● **Data for the task**
——————————

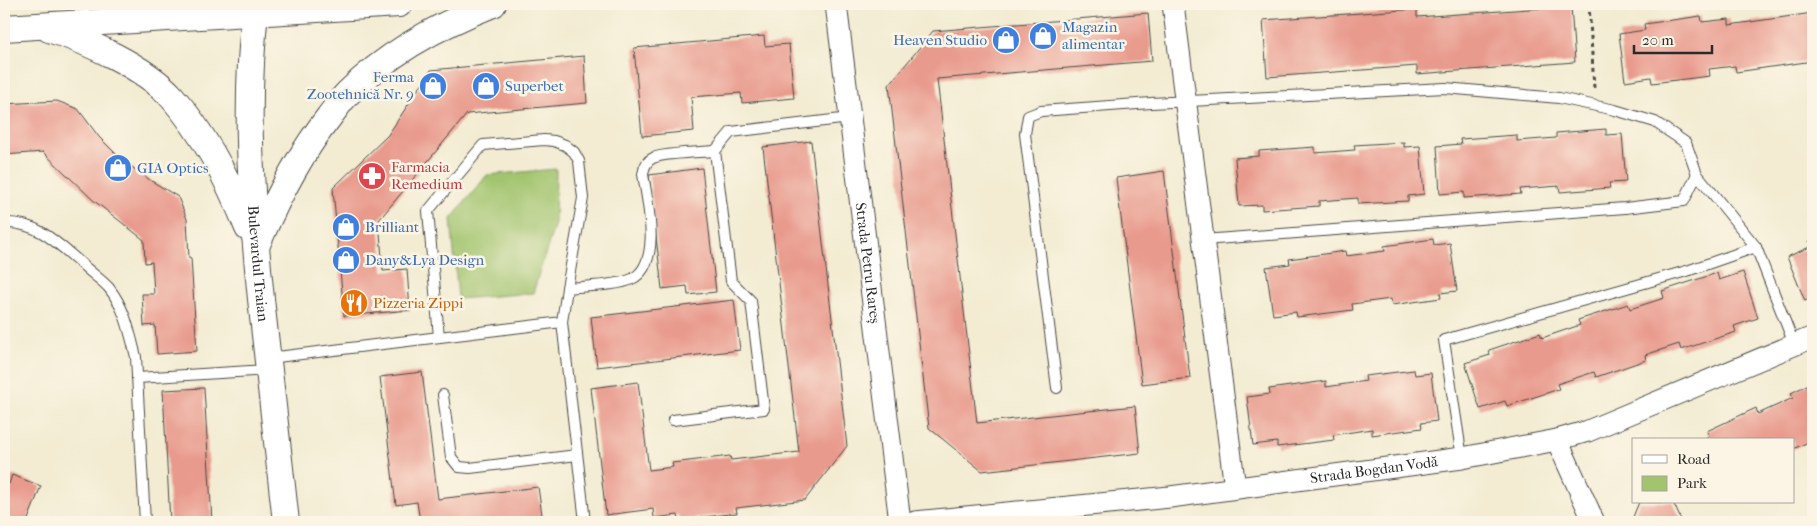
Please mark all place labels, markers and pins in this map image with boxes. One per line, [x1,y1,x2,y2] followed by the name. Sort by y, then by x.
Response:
[1062,18,1125,53] place label: Magazin alimentar
[1028,21,1058,51] shop icon: Magazin alimentar
[991,25,1021,55] shop icon: Heaven Studio
[893,31,987,49] place label: Heaven Studio
[307,68,415,103] place label: Ferma Zootehnică Nr. 9
[418,71,448,101] shop icon: Ferma Zootehnică Nr. 9
[471,71,501,101] shop icon: Superbet
[505,77,564,95] place label: Superbet
[103,153,133,183] shop icon: GIA Optics
[391,158,463,193] place label: Farmacia Remedium
[137,159,209,177] place label: GIA Optics
[357,161,387,191] pharmacy icon: Farmacia Remedium
[331,212,361,242] shop icon: Brilliant
[365,218,420,236] place label: Brilliant
[331,245,361,275] shop icon: Dany&Lya Design
[365,251,484,269] place label: Dany&Lya Design
[339,288,369,318] restaurant icon: Pizzeria Zippi
[373,294,464,312] place label: Pizzeria Zippi

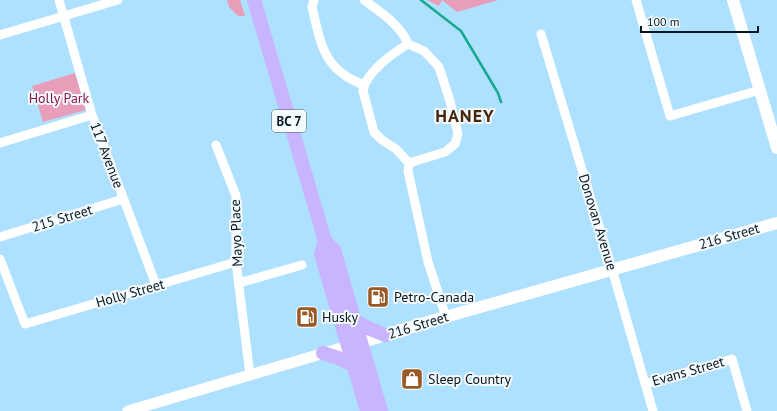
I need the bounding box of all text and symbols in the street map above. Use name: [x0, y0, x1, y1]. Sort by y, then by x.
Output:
scale bar: [641, 8, 758, 34]
text: 100 m: [647, 14, 680, 29]
park label: Holly Park: [29, 89, 90, 107]
district label: HANEY: [435, 104, 495, 127]
road number: BC 7: [272, 110, 306, 132]
street label: 117 Avenue: [86, 119, 128, 191]
street label: Donovan Avenue: [575, 172, 621, 272]
street label: Mayo Place: [226, 199, 246, 267]
street label: 215 Street: [30, 200, 95, 236]
street label: 216 Street: [697, 219, 762, 253]
street label: Holly Street: [94, 275, 167, 311]
fuel station icon: Petro-Canada: [365, 284, 391, 310]
place label: Petro-Canada: [394, 288, 474, 306]
fuel station icon: Husky: [294, 304, 320, 330]
street label: 216 Street: [386, 307, 451, 343]
place label: Husky: [322, 308, 358, 326]
street label: Evans Street: [650, 352, 726, 390]
shop icon: Sleep Country: [399, 366, 425, 392]
place label: Sleep Country: [428, 370, 512, 388]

——————————

Write out the material above exactly, and omit the pictures it holds.

● **Solution to this problem**
Please mark all place labels, markers and pins in this map image with boxes. One per line, [x1,y1,x2,y2] followed by the name. Sort by y, then by x.
Response:
[1062,18,1125,53] place label: Magazin alimentar
[1028,21,1058,51] shop icon: Magazin alimentar
[991,25,1021,55] shop icon: Heaven Studio
[893,31,987,49] place label: Heaven Studio
[307,68,415,103] place label: Ferma Zootehnică Nr. 9
[418,71,448,101] shop icon: Ferma Zootehnică Nr. 9
[471,71,501,101] shop icon: Superbet
[505,77,564,95] place label: Superbet
[103,153,133,183] shop icon: GIA Optics
[391,158,463,193] place label: Farmacia Remedium
[137,159,209,177] place label: GIA Optics
[357,161,387,191] pharmacy icon: Farmacia Remedium
[331,212,361,242] shop icon: Brilliant
[365,218,420,236] place label: Brilliant
[331,245,361,275] shop icon: Dany&Lya Design
[365,251,484,269] place label: Dany&Lya Design
[339,288,369,318] restaurant icon: Pizzeria Zippi
[373,294,464,312] place label: Pizzeria Zippi

I need the bounding box of all text and symbols in the street map above. Use name: [x0, y0, x1, y1]. Sort by y, then by x.
Output:
scale bar: [641, 8, 758, 34]
text: 100 m: [647, 14, 680, 29]
park label: Holly Park: [29, 89, 90, 107]
district label: HANEY: [435, 104, 495, 127]
road number: BC 7: [272, 110, 306, 132]
street label: 117 Avenue: [86, 119, 128, 191]
street label: Donovan Avenue: [575, 172, 621, 272]
street label: Mayo Place: [226, 199, 246, 267]
street label: 215 Street: [30, 200, 95, 236]
street label: 216 Street: [697, 219, 762, 253]
street label: Holly Street: [94, 275, 167, 311]
fuel station icon: Petro-Canada: [365, 284, 391, 310]
place label: Petro-Canada: [394, 288, 474, 306]
fuel station icon: Husky: [294, 304, 320, 330]
street label: 216 Street: [386, 307, 451, 343]
place label: Husky: [322, 308, 358, 326]
street label: Evans Street: [650, 352, 726, 390]
shop icon: Sleep Country: [399, 366, 425, 392]
place label: Sleep Country: [428, 370, 512, 388]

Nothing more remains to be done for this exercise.